_Data records_.
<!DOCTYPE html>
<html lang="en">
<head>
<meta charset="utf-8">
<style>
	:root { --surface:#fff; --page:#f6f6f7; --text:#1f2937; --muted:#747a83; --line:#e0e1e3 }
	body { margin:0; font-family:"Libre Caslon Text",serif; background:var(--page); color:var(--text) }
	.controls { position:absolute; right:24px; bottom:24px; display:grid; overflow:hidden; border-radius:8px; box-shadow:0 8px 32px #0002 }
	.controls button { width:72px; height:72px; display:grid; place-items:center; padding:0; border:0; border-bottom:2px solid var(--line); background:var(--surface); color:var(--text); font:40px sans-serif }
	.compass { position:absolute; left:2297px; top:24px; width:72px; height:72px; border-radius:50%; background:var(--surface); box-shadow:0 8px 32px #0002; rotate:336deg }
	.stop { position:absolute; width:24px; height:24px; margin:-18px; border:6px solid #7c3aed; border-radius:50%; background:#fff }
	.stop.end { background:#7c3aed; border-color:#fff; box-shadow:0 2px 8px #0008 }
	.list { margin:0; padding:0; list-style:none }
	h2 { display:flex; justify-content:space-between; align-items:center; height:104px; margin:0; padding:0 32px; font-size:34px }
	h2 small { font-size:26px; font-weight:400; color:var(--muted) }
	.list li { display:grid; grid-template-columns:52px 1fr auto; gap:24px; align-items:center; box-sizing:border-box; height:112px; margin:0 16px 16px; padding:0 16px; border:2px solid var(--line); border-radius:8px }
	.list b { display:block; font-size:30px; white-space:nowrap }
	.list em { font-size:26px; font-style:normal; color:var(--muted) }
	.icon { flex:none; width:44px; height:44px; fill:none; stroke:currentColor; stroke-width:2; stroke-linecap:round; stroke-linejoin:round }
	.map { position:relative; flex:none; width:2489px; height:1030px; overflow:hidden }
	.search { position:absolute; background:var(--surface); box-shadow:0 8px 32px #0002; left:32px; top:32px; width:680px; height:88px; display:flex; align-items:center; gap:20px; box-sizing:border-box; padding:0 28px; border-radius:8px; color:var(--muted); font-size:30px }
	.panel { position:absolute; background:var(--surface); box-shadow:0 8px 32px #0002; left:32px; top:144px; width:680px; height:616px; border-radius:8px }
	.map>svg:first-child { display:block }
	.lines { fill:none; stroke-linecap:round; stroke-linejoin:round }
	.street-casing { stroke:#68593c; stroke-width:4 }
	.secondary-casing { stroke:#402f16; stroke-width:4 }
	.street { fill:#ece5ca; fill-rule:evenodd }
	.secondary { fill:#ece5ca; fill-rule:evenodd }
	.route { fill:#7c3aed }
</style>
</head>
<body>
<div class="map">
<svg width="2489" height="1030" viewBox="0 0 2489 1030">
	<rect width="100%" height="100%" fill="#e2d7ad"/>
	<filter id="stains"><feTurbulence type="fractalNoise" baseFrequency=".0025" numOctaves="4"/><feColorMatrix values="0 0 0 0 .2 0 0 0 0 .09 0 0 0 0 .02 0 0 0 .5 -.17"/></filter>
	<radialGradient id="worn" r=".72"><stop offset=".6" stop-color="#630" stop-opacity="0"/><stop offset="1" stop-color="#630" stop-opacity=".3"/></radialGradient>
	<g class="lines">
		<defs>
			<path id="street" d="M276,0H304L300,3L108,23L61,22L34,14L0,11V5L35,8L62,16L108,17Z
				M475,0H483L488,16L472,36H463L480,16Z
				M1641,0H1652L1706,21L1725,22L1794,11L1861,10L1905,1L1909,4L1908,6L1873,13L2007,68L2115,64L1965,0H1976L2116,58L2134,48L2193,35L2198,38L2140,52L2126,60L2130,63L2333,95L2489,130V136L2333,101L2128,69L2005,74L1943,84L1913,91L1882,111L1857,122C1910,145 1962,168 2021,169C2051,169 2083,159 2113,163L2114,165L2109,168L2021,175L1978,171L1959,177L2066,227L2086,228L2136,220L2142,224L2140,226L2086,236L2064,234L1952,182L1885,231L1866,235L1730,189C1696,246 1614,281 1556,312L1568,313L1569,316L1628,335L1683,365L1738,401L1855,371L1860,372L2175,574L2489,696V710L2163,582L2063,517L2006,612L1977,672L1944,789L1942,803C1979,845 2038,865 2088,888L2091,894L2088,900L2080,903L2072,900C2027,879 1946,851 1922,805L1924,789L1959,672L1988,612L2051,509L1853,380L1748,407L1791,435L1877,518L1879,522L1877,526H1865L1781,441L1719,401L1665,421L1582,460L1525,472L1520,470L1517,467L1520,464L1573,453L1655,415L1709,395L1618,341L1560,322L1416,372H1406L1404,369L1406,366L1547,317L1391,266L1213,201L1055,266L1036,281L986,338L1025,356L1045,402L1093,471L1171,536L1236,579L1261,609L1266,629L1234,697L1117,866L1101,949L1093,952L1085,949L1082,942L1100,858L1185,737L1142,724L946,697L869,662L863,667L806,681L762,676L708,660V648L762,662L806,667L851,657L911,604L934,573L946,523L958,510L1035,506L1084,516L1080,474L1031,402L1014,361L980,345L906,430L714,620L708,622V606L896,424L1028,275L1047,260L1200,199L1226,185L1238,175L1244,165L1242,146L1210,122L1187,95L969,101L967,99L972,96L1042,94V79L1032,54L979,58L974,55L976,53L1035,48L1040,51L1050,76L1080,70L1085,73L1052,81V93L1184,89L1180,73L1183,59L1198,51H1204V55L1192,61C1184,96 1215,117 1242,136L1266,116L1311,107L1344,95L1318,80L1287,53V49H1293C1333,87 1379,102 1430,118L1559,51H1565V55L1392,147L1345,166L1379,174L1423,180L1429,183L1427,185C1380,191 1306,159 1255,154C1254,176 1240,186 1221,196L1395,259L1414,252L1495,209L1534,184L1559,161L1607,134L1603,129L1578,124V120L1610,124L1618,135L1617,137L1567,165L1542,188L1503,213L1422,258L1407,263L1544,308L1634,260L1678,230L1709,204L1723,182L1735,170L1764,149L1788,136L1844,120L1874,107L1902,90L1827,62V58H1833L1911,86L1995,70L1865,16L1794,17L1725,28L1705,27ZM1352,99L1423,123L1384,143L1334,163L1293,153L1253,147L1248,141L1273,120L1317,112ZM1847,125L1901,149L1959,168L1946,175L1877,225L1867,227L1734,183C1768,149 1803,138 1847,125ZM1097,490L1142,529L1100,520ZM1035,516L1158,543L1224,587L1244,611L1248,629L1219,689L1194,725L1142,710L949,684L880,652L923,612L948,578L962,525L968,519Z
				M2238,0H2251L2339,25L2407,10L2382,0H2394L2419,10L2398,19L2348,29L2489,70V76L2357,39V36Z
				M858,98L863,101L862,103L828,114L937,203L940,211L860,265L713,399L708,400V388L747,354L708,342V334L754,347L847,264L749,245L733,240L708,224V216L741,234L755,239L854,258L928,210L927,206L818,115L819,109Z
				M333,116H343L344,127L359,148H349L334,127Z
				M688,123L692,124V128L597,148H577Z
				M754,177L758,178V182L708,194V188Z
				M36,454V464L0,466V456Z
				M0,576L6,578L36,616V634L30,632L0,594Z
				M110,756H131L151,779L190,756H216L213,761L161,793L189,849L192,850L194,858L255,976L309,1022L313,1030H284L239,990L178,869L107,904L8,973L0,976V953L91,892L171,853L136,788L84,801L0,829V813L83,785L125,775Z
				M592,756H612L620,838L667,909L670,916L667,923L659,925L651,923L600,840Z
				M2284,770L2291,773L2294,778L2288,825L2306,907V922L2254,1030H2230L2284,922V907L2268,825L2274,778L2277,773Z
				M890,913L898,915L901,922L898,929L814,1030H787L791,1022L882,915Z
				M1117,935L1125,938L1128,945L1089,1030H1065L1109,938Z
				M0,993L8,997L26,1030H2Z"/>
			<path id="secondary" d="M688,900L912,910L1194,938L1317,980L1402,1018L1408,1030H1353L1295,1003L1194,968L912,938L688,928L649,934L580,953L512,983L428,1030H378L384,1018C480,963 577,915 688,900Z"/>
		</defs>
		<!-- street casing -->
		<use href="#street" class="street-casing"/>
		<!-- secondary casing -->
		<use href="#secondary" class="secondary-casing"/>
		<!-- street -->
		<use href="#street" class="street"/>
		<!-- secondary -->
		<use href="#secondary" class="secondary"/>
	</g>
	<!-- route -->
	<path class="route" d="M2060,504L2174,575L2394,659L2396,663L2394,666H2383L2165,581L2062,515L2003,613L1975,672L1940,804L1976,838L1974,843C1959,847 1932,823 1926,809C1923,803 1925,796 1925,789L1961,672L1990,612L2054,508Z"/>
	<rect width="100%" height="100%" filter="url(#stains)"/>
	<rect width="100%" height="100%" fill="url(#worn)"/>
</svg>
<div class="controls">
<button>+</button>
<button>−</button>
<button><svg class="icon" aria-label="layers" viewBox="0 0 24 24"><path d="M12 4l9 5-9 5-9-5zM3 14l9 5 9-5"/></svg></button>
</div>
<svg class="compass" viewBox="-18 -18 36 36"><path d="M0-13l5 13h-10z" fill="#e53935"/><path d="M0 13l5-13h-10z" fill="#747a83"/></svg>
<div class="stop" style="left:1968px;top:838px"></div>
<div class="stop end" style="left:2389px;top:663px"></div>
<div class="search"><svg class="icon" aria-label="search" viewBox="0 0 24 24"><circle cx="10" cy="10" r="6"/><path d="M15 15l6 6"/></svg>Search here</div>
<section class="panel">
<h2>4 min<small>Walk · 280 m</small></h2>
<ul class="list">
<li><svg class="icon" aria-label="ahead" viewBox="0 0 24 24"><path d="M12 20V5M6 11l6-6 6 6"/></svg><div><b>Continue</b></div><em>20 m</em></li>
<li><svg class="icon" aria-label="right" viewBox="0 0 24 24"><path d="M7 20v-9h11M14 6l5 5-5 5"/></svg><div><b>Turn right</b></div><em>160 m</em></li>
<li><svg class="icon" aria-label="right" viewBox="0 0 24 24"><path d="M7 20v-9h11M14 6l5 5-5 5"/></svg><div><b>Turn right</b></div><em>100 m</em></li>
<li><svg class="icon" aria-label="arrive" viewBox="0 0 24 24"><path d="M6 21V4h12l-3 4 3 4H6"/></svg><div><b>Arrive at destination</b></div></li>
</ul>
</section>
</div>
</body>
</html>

_Work instructions_. In the listing above, find the line with "background:#7c3aed; border-color:#fff; box-shadow:0" and the line with "flex:none; width:44px; height:44px;". Output those two lines and every line between them, exactly as written.

_Exercise solution_.
	.stop.end { background:#7c3aed; border-color:#fff; box-shadow:0 2px 8px #0008 }
	.list { margin:0; padding:0; list-style:none }
	h2 { display:flex; justify-content:space-between; align-items:center; height:104px; margin:0; padding:0 32px; font-size:34px }
	h2 small { font-size:26px; font-weight:400; color:var(--muted) }
	.list li { display:grid; grid-template-columns:52px 1fr auto; gap:24px; align-items:center; box-sizing:border-box; height:112px; margin:0 16px 16px; padding:0 16px; border:2px solid var(--line); border-radius:8px }
	.list b { display:block; font-size:30px; white-space:nowrap }
	.list em { font-size:26px; font-style:normal; color:var(--muted) }
	.icon { flex:none; width:44px; height:44px; fill:none; stroke:currentColor; stroke-width:2; stroke-linecap:round; stroke-linejoin:round }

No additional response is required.